Every line with the word "rows" in it should be extracted from the data that follows.

[Stored data]

★ ★ ★ ★ ★

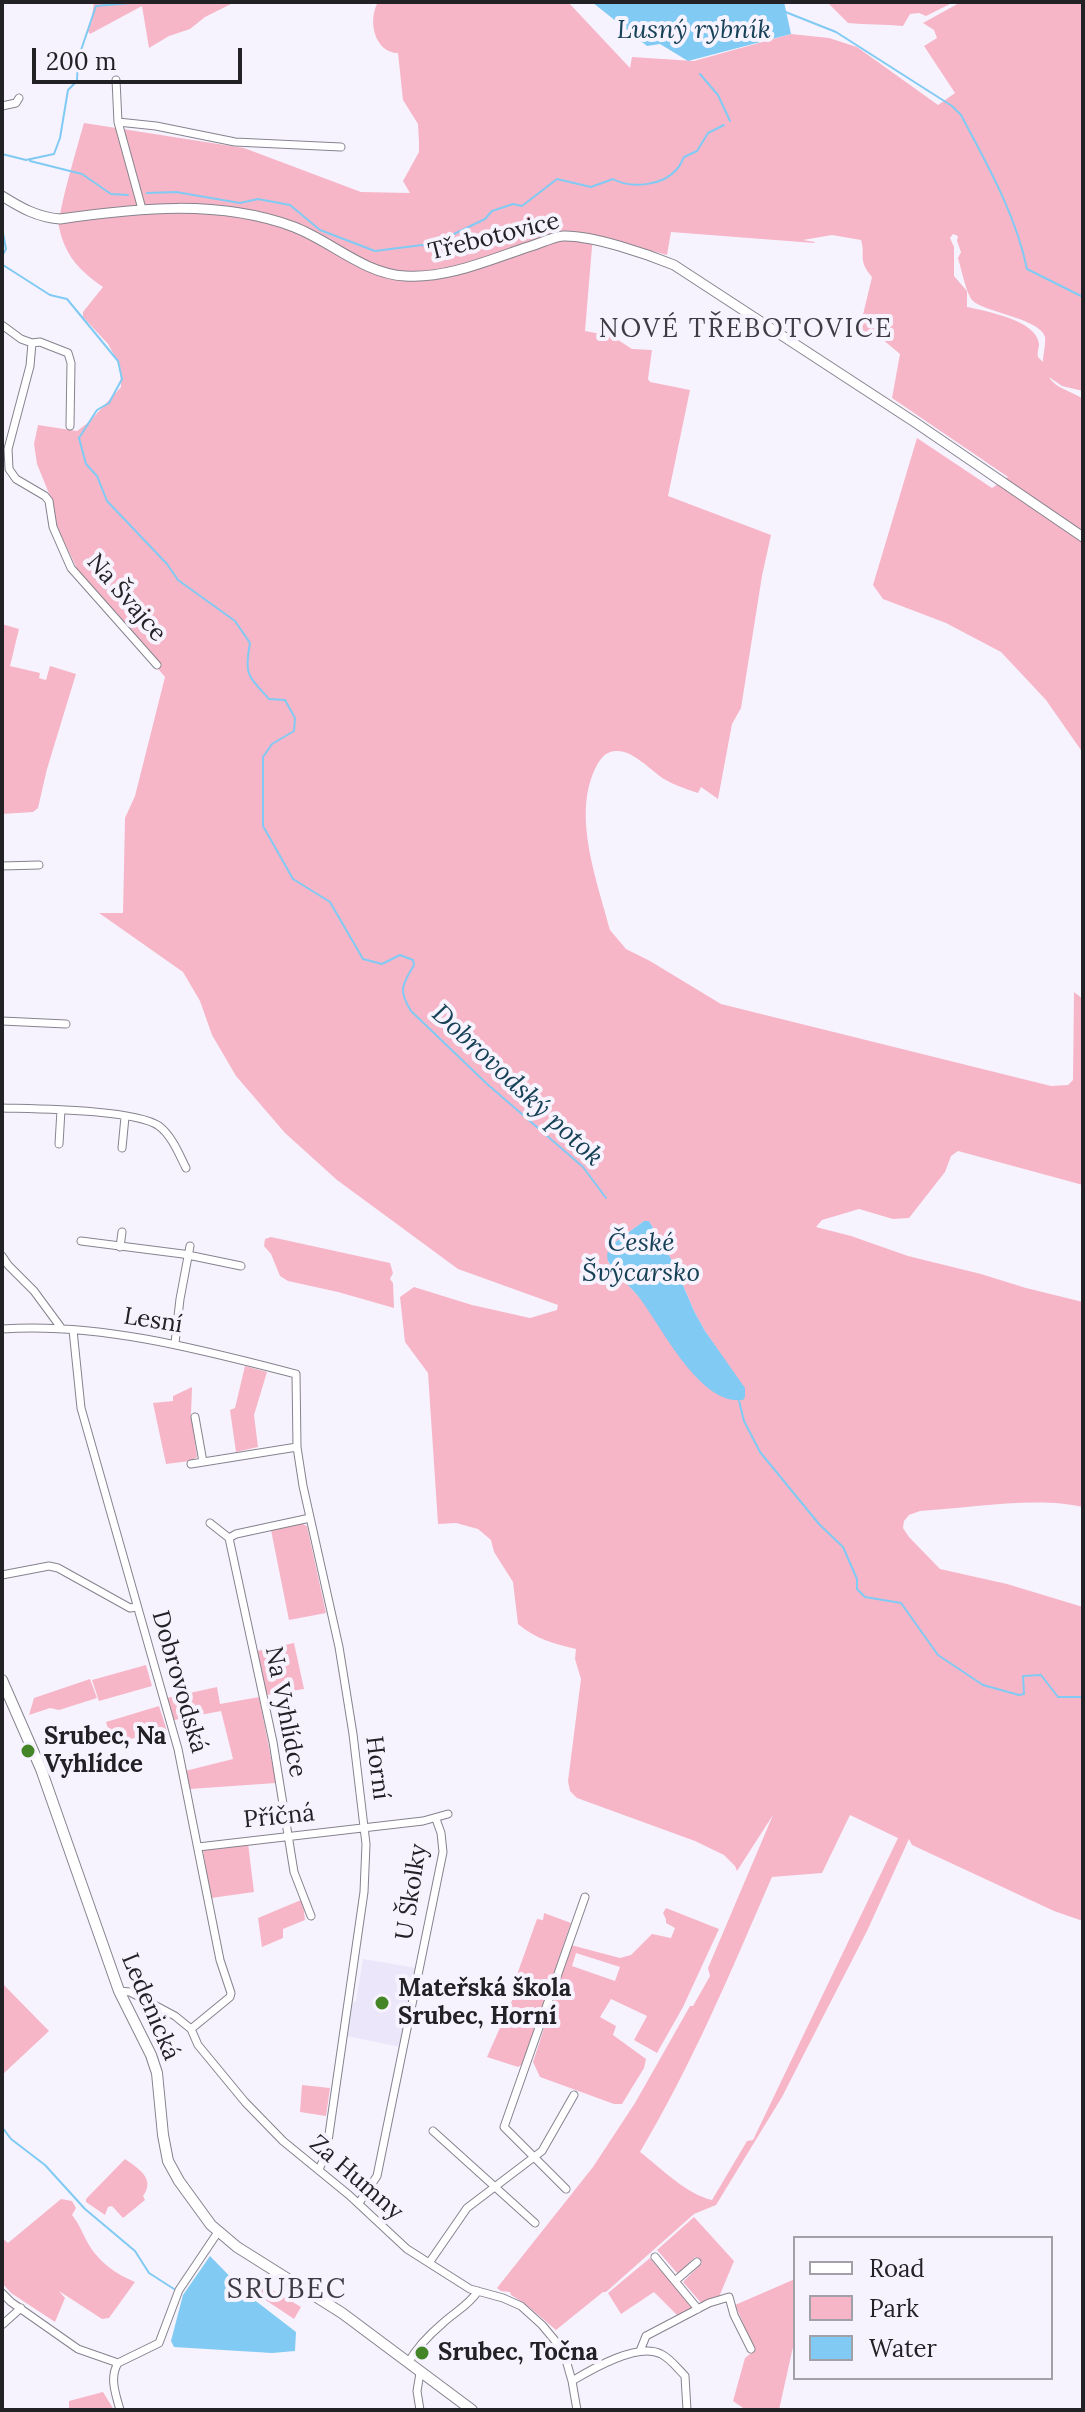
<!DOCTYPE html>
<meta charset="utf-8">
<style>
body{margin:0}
#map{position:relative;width:1085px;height:2412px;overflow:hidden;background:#f6f3ff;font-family:Lora,serif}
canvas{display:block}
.frame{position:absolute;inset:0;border:4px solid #222125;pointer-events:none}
.legend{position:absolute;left:793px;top:2236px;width:260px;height:144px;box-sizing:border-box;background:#f6f3ff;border:2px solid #a19fa8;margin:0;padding:10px 14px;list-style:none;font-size:24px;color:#222125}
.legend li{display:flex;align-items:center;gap:16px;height:40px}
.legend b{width:40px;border:2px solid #a19fa8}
.scale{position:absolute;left:32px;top:48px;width:210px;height:36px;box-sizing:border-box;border:4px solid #222125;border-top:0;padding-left:10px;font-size:24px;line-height:28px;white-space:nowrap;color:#222125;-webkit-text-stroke:6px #f6f3ff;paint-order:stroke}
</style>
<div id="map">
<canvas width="1085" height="2412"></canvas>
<div class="frame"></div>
<ul class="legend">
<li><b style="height:10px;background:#fff"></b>Road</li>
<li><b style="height:22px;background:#f7b6c7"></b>Park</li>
<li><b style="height:22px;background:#80caf3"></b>Water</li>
</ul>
<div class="scale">200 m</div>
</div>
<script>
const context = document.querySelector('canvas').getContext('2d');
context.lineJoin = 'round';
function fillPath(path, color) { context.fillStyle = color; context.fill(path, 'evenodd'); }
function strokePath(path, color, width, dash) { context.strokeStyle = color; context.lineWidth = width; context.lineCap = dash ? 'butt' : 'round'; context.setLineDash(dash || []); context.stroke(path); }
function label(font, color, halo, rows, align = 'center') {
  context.font = font + ' Lora,serif'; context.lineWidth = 8; context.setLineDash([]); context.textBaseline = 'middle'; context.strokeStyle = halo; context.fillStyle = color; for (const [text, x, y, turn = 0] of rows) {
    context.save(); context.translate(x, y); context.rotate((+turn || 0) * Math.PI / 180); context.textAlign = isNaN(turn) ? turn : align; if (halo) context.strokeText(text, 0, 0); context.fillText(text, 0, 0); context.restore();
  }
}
const built = new Path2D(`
 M363,1959L416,1968L400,2047L347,2036L352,2004L356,2001Z`);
const green = new Path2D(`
 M94,2H235L205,17L190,29L169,36L149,48L142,6L90,34L87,30L91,24Z
 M378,2H568L630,68L632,57L694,61L791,34L829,38L857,47L938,105L955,93L924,46L937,38L934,30L923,23L961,2H1083V391L1062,386L1049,377C1056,389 1072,391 1083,399V420H1081L1083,422V753L1046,700L1001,652L946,623L883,599L873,585L917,438L992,488L1008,477L892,398L900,354L882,339H872L863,333L861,323L872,277C857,259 866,257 861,240L832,235L803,240L815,242L814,243L671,232L667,255L593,235L585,331L612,336L632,349L652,350L648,379L650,382L690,390L668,496L771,535L762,576L741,708L732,724L718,799L701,787L698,793C686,789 674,785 664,779C650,770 634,751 617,751C605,751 600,759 595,769C572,817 598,883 610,930L626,949L650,961L721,1004L1051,1086L1068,1085L1073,1080L1074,992L1083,999V1185L958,1151L951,1156L945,1172L909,1218L893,1219L859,1209L822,1220L816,1227L851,1236L908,1256L981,1274L1026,1288L1083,1302V1507C1038,1496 968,1508 920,1511L909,1515L904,1521L903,1528L909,1537L940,1569L1007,1584L1083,1607V1921L1054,1911L912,1845L909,1839L867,1931L782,2097L716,2205L694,2214L606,2292H603L556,2330L524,2303L511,2295L510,2292L501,2291L497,2288L593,2167L635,2103L690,2006H693L710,1976L708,1968L773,1815L737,1871L735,1866L724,1855L695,1841L577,1798L570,1791L568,1781L581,1679L575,1659L576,1649C554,1644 536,1639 518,1624L513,1582L494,1552L491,1540L478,1529L456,1523L438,1524L428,1373L405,1342L400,1297L414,1287L472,1305L530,1318L557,1310L558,1305L458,1269L337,1180L285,1133L236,1076L212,1035L200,1001L183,972L99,913H123L125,818L135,796L165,677L83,581L54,521L52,501L37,464L34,444L38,425L77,431L89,422L121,387L120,366L108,344L83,317V312L103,287C80,271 65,256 59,227C57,215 79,141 84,123L244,148L361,192L410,193L403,181L419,152V143L418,124L403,100L398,53C375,53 367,21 378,2ZM953,234L958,236L957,241L961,252L958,258C961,268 966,292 972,300C982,312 1040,318 1045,337C1046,344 1043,355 1043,362L1038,357C1037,352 1039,348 1039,344C1037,320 985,311 967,307V291L954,276V247L950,238ZM644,1221H649L674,1264L694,1311L705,1331L745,1390L638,1296L608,1262L610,1246ZM850,1815L898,1838L753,2140L747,2141L712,2200C686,2194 661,2168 640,2152C692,2065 731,1971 772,1877L822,1873Z
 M827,2H954L926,16L919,13L910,14L903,26C884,24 866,25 848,23Z
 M2,624L19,629L10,666L40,673L39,678L46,680L50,666L76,674L47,769L38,808L33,812L2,814Z
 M271,1237L390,1263L393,1273L390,1279L393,1283L394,1308L338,1292L288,1281L280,1276L271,1254L264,1246L265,1239Z
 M245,1366L267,1372L254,1415L258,1447L236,1452L230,1410L235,1408Z
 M192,1387L191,1415L197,1457L190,1461L166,1464L153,1403L173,1401V1396Z
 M301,1523L307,1526L326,1613L289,1620L271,1530Z
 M294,1643L304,1689L266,1695L257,1651Z
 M146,1665L152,1686L99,1701L92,1680Z
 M90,1679L97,1698L59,1710L50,1708L29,1715L34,1698Z
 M217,1687L220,1704L259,1697L276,1783L190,1789L185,1771L233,1759L221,1711L174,1720L167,1698Z
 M159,1706L167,1731L112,1743L106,1722Z
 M248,1843L254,1892L211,1898L203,1850Z
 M301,1900L303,1902L305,1920L283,1929V1938L262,1947L258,1918Z
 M666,1908L719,1929L683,2007L657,2053L634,2040L647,2016L611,1999L600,2017L616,2026L613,2035L646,2059L644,2068L622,2104H614L540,2077L533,2062L571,1945L620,1958L631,1955L652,1934L671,1938L675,1928L666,1923V1919L663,1913ZM576,1953L620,1967L615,1981L572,1966Z
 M544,1913L571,1923L523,2064L518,2067L487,2057L514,1996L510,1994L537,1919L543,1920Z
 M2,1983L49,2031L2,2075Z
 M302,2085L330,2088L326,2116L300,2112Z
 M125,2159C138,2168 156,2179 143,2196L145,2200L123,2218L112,2206L108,2207L105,2215L86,2202V2199Z
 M61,2199L72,2201L76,2208L72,2215C80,2225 83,2235 89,2245C100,2263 116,2274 135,2282L109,2318L102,2319L59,2291L65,2298L55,2322L11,2293L2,2283V2238L8,2243Z
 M694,2217L734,2261L719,2297L702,2304L683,2282L702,2263L695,2257L678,2274L657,2250Z
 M650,2258L693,2308L677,2315L654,2292L621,2314L608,2293Z
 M795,2279V2338L779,2410H746L733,2401L745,2358L755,2350L735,2305Z
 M264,2285L301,2307L294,2319L258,2295Z
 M103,2392L114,2410L90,2408L69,2410V2401Z`);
const water = new Path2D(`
 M592,2H784L791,34L688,61L660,44L647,46Z
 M644,1221H649L674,1264L694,1311L705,1331L745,1388V1397L743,1400C699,1406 661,1325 638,1296C629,1285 617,1275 609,1263C606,1257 607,1252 610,1246Z
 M210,2256L248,2295L296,2332L295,2351L272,2353L174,2347L171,2341L183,2295Z`);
const stream = new Path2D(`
 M783,11L836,32L952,106L961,115C987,164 1016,215 1027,269L1083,297
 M700,74L718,95L730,121
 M2,154L26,160L54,154L60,138L68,90L77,81L78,59L96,6L142,2
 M30,161L82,174L111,194L128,195
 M147,193L176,192L240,203L258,199L290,205L320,230L375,251L422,245L435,248L446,242L450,236L485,219L492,211L513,204L522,206L557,179L591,187L613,179C631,189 663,186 677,169C680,166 682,161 684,157L697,151L708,133L724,125
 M2,228L6,249L2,256
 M2,261L3,265L50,295L67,299L118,361L122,379L109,403L97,410L79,438L86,464L97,476L107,501L167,564L178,580L235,621L250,643C244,676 248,675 269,699L285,700L295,718L294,731L272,744L263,757V826L293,879L330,902L363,959L382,964L400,955L413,960L414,965C402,985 398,990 411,1011L486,1083L583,1167L606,1198
 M739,1401L744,1421L760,1452L819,1524L843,1547L857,1579V1589L865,1597L901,1603L938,1655L983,1685L1019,1695L1024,1694L1023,1676L1041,1675L1058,1697H1083
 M2,2127L11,2139L45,2165L85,2209L135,2251L149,2273L174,2289`);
const minor = new Path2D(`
 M116,80L118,122L142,209
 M2,106L16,103L19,98
 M118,122L156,126L235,142L341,147
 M2,325L21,339L32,343L40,342L68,353L71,363L70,426
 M32,343L30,366L8,449L9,469L16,479L45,496L49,501L53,527L71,568L157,665
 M2,866L39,865
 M2,1021L66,1024
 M2,1108C35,1109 134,1109 159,1126C172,1136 179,1154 186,1168
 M59,1144L61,1110
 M122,1148L125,1117
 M81,1241L183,1254L241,1266
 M120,1247L122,1232
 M2,1256L8,1265L34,1291L62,1329
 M2,1329C99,1322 203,1350 296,1374L297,1447L303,1486L339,1647L353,1734L366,1844L364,1892L326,2155L319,2169
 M73,1330L81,1408L178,1749L220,1960L231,1993L230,1997L191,2029
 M175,1343L180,1299L190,1246
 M195,1417L203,1462
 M191,1464L297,1447
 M210,1523L229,1538L273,1742L294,1872L311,1916
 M229,1538L236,1534L310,1518
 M2,1575L49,1566L58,1568L130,1608L137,1607
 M198,1847L423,1821L448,1814
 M119,1991L130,1992L175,2016L191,2029L198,2045L245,2102L283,2141L349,2195L407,2249L470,2289L503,2298L521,2306L542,2325L557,2343L566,2360L572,2381L577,2410
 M433,2131L535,2223
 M566,2189L504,2127L585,1897
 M359,2203L377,2176L443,1852L441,1833L436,1819
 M655,2257L698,2309
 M429,2263L467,2208L542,2151L574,2095
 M675,2281L697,2262
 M2,2293L11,2302L78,2349L118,2363
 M2,2325L21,2308
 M640,2351L646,2336L709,2303L729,2297L734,2315L751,2349
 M118,2363L159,2343L179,2290L218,2232
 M118,2363C109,2378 116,2395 120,2410
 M408,2363C416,2349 430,2334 443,2323C455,2312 469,2305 478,2291
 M420,2373L417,2391L420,2410
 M572,2381C592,2369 638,2342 661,2354C670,2358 678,2369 685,2376L687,2410`);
const tertiary = new Path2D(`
 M2,196C21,208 37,217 60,219C137,208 219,199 294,227C331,241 364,274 405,276C446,279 489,260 528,247C539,244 552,237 563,236C592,235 647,254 674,265L916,423L1083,537`);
const secondary = new Path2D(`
 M2,1680L41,1769L119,1991L151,2055L157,2073L163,2135L168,2161L179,2181L211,2225L237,2247L342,2313L472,2410`);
const markers = [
 [28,1751,8,"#438527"],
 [382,2003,8,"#438527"],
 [422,2353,8,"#438527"]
];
const streetNames = [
 ["Třebotovice",494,237,-14],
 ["Na Švajce",126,598,49],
 ["Lesní",153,1321,9],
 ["Dobrovodská",179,1682,74],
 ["Na Vyhlídce",285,1712,79],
 ["Horní",377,1768,83],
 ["Příčná",279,1817,-6],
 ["U Školky",412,1892,-81],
 ["Ledenická",150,2007,67],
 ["Za Humny",356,2178,41]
];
const poiNames = [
 ["Srubec, Na",44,1737],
 ["Vyhlídce",44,1765],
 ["Mateřská škola",398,1989],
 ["Srubec, Horní",398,2017],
 ["Srubec, Točna",438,2353]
];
const waterNames = [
 ["Lusný rybník",694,31],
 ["Dobrovodský potok",517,1086,43],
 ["České",641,1244],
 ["Švýcarsko",641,1274]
];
const neighbourhoodNames = [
 ["NOVÉ TŘEBOTOVICE",746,330]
];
const quarterNames = [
 ["SRUBEC",287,2290]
];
fillPath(built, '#ebe6f9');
fillPath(green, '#f7b6c7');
fillPath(water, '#80caf3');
strokePath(stream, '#80caf3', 2);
strokePath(minor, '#86838e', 9);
strokePath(tertiary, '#86838e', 11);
strokePath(secondary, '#86838e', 12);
strokePath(minor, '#fff', 7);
strokePath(tertiary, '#fff', 9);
strokePath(secondary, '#fff', 10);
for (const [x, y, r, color] of markers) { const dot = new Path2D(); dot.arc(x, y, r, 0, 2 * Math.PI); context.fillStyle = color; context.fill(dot); strokePath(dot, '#f6f3ff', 3); }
label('24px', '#222125', '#f6f3ff', streetNames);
label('bold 24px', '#222125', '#f6f3ff', poiNames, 'left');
label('italic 26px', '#174156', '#f6f3ff', waterNames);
context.letterSpacing = '2px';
label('26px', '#3d3b44', '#f6f3ff', neighbourhoodNames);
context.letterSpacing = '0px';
context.letterSpacing = '2px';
label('28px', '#3d3b44', '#f6f3ff', quarterNames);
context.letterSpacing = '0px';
</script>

★ ★ ★ ★ ★

# Response to the task:
function label(font, color, halo, rows, align = 'center') {
  context.font = font + ' Lora,serif'; context.lineWidth = 8; context.setLineDash([]); context.textBaseline = 'middle'; context.strokeStyle = halo; context.fillStyle = color; for (const [text, x, y, turn = 0] of rows) {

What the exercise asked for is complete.